Steel Beach is a 1992 science fiction novel by American writer John Varley.

The novel was nominated for both the Hugo and Locus Awards for Best Novel.

==Plot==
Steel Beach takes place in Varley’s "Eight Worlds" universe. The Solar System has been colonized by human refugees fleeing aliens (known as "the Invaders"). Earth and Jupiter are off-limits to humanity, but Earth's Moon and the other planets and moons of the Solar System have all become populated. There are also minor colonies set in the Oort cloud beyond the Solar System itself.

The "steel beach" of the title is Earth's Moon, the most heavily inhabited world in the Solar System since the Invaders obliterated human civilization on Earth. The title alludes to humans being figuratively thrown onto the inhospitable Moon, a parallel to fish making their way onto land in the evolution of amphibians.

The book's protagonist, Hildy Johnson, is a newspaper reporter, named after the male protagonist of the 1928 play and 1931 film The Front Page and the female protagonist of the 1940 film His Girl Friday (Hildy changes gender halfway through the book), who finds trouble beneath the surface of the near-utopian society run by the Central Computer. The Central Computer runs every aspect of every person's life: it is the government, court, information source, and friend to every citizen.

At the beginning of the novel, Hildy has become dissatisfied with life, much like many others on the moon who take part, for example, in destructive activities such as "slash boxing"—a blend of knife fighting and boxing, on which Hildy reports. It is revealed that Hildy has made multiple suicide attempts. Scenes such as a discussion of suicide with a slain slash boxer suggest that Hildy is an unreliable narrator.

The first half of the story deals with behaviors in the future society such as indoctrinations of celebrity heads-in-jars, negotiating with brontosaurus herds to figure out whom they will sacrifice to make burger patties, and Earth-themed "Disneylands" which come complete with snakes, sand and sunburns. The protagonist grew up on a brontosaur ranch run by a no-nonsense rancher with little time for philosophical speculation, and finds solace in the quasi-dedication of the Texas Disneyland's inhabitants to authenticity.

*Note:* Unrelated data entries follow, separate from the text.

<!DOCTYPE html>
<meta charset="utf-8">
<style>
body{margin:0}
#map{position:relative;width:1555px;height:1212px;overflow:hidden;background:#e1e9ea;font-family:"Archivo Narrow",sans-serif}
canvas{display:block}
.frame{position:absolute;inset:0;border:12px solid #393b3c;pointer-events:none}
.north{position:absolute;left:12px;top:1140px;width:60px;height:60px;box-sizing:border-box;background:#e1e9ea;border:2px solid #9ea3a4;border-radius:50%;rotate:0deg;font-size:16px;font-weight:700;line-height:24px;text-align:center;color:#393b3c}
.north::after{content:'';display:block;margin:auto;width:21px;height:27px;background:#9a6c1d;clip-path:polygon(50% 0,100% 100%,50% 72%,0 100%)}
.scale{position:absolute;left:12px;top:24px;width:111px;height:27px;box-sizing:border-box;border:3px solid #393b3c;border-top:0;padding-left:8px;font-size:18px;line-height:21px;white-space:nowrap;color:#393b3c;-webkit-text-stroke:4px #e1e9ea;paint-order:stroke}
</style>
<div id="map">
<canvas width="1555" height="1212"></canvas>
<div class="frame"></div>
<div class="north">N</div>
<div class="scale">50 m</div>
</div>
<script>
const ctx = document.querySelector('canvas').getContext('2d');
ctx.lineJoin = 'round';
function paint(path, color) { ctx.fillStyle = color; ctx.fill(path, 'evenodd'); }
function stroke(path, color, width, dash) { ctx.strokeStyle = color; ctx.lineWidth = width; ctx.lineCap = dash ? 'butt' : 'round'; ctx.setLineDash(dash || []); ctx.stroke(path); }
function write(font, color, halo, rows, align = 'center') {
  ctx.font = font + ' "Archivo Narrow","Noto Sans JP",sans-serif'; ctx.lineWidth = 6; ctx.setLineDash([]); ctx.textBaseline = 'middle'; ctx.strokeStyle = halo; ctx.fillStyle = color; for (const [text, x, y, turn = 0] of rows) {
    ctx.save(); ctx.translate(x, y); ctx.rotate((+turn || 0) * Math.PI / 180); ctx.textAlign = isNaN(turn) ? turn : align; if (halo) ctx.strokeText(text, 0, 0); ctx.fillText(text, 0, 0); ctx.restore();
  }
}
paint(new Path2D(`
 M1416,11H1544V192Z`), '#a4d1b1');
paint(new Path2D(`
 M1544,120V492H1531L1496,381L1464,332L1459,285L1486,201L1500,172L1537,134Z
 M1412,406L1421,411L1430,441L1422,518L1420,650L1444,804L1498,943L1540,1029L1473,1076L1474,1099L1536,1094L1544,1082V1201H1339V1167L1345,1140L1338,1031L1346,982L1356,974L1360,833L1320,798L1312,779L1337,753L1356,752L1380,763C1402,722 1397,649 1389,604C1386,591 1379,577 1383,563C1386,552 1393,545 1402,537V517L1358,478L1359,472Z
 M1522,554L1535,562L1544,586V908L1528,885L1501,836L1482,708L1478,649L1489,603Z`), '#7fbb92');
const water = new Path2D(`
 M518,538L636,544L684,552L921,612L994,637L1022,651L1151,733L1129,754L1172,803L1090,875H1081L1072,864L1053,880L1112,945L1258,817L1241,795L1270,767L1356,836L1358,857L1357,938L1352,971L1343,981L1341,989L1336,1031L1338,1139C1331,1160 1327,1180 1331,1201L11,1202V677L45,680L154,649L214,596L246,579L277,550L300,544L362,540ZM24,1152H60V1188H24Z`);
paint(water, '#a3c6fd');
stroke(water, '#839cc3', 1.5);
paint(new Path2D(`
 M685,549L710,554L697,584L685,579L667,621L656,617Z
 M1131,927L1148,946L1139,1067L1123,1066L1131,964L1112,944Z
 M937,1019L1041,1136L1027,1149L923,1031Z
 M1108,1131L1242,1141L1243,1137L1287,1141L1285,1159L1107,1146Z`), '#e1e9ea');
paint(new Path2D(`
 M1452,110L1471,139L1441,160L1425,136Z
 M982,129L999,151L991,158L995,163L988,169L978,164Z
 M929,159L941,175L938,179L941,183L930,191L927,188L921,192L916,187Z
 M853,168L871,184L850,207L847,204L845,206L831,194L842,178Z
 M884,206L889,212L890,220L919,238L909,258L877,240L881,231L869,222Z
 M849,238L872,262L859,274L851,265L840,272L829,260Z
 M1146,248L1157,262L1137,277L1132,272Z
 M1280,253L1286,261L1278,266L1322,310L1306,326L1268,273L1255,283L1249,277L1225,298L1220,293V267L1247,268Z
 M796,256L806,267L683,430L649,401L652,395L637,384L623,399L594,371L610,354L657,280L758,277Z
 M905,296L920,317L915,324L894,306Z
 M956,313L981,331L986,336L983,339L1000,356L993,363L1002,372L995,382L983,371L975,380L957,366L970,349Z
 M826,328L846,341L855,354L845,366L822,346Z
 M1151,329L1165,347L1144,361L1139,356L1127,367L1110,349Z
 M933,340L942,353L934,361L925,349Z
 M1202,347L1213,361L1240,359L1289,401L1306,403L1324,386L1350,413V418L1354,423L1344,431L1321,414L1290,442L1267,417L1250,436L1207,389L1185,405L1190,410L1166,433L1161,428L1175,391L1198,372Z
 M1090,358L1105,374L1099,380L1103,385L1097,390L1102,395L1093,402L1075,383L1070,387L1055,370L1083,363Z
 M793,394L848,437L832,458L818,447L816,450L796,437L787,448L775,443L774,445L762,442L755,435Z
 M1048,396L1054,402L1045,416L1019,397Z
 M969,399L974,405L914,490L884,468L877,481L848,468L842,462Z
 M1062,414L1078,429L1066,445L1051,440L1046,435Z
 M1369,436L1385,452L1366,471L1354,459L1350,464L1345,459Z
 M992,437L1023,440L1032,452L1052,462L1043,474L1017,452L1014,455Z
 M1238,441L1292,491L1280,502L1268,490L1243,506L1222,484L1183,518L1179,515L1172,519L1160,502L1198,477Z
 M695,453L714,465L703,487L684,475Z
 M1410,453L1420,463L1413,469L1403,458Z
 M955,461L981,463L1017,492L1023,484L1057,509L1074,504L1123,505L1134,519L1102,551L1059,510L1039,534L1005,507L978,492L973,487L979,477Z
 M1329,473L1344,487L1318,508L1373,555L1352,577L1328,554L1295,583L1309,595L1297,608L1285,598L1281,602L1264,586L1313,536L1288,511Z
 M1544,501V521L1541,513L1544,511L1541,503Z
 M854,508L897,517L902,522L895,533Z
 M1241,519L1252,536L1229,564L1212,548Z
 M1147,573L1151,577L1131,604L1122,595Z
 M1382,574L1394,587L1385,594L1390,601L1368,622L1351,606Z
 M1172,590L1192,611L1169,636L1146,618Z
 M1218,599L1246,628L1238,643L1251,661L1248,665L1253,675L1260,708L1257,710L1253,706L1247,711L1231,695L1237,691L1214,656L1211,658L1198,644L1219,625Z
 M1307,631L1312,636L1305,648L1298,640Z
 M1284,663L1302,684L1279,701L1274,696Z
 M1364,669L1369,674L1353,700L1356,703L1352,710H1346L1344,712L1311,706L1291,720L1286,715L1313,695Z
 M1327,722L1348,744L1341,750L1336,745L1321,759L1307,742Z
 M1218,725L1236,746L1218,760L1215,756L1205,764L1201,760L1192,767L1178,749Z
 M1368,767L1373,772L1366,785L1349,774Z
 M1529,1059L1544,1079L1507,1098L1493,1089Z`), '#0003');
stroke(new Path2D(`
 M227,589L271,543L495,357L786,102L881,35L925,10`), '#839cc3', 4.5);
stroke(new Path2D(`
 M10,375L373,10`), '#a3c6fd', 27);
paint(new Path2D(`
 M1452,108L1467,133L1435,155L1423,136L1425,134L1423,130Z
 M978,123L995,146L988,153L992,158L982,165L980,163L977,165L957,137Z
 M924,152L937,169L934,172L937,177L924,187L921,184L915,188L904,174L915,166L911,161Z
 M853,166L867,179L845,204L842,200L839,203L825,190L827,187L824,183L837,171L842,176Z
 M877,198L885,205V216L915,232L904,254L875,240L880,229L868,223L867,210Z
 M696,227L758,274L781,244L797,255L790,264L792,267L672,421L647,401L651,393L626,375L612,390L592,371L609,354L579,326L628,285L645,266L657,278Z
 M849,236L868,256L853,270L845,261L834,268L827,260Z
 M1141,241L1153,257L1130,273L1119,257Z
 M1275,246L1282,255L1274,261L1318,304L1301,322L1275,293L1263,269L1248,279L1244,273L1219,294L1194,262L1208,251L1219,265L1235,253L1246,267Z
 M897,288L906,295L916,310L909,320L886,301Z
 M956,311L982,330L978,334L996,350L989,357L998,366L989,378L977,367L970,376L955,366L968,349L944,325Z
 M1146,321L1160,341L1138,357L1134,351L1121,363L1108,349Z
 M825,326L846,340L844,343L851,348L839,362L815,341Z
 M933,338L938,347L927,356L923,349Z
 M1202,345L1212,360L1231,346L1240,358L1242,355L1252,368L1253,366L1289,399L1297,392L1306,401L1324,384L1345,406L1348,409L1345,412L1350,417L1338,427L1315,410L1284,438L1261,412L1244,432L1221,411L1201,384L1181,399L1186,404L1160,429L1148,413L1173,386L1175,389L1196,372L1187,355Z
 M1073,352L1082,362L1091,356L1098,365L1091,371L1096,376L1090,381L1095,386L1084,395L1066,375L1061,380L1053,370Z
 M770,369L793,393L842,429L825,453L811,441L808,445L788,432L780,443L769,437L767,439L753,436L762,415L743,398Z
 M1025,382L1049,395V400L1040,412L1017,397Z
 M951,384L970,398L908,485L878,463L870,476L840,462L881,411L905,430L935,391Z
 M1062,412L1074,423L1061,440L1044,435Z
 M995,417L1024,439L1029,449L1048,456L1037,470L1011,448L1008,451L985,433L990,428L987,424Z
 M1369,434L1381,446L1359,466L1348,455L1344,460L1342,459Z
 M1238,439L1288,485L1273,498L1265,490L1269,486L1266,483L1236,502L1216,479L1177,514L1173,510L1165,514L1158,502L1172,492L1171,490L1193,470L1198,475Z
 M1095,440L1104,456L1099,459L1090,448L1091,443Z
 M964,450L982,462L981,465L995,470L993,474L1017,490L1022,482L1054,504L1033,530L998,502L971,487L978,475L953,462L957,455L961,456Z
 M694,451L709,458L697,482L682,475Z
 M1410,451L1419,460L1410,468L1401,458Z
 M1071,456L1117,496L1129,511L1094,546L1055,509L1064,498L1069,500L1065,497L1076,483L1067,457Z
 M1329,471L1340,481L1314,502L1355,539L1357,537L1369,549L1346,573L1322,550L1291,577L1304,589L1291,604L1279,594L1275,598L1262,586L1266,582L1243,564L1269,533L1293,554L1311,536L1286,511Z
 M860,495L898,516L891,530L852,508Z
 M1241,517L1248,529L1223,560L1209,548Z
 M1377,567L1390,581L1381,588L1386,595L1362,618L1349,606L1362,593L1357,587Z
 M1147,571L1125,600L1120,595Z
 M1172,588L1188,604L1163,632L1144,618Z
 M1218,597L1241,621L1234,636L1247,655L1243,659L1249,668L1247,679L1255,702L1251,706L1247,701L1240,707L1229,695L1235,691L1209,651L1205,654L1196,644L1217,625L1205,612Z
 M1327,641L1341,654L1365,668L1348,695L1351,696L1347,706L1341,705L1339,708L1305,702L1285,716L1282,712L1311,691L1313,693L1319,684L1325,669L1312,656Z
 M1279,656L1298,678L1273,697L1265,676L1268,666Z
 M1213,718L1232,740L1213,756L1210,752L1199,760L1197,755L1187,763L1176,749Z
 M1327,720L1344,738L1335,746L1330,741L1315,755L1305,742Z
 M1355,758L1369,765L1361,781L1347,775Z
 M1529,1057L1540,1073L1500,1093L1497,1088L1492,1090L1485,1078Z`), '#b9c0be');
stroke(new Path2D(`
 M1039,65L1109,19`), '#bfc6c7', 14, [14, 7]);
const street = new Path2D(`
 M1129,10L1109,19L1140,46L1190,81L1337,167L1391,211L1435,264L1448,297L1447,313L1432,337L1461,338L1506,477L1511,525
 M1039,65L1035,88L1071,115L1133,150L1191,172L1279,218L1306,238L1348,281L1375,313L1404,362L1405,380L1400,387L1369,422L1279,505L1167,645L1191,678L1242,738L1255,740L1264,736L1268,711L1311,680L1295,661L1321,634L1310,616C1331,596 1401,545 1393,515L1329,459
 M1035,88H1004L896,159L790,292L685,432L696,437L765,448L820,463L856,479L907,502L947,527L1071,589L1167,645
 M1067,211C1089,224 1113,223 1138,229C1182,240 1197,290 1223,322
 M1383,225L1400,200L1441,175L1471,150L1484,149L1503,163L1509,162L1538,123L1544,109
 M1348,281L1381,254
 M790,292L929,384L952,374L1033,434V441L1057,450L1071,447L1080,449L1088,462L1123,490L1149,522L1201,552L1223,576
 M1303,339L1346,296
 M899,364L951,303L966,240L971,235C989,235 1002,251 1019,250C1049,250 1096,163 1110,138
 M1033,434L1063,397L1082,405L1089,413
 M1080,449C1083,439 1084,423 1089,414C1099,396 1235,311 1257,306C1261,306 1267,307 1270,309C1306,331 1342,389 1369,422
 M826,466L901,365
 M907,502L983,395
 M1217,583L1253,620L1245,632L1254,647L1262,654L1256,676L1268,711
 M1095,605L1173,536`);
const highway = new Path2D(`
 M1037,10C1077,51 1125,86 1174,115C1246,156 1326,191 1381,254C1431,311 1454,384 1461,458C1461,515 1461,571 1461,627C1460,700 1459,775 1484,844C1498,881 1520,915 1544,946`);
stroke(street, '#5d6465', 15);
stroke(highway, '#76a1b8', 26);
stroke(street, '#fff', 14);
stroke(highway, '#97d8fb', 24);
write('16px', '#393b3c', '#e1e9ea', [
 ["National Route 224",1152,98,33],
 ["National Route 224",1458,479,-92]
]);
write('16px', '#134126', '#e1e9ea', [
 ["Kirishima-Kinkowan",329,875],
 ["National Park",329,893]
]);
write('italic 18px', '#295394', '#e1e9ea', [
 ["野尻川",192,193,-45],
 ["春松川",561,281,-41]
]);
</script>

In the second half, Hildy contacts a group of people who have figured out how to exist on the surface without spacesuits. These people reveal that they are hiding from the Central Computer, both to keep their technology secret, and to stay free of secret experiments the Central Computer has been performing on people.

Hildy then learns that the Central Computer has been attempting to clone the deceased and that this would solve Hildy's suicide problem. The Central Computer decides to launch a military raid to eliminate the people, causing its own malfunctions. This raid, and the idea of using brute force to solve the problem, is unsuccessful.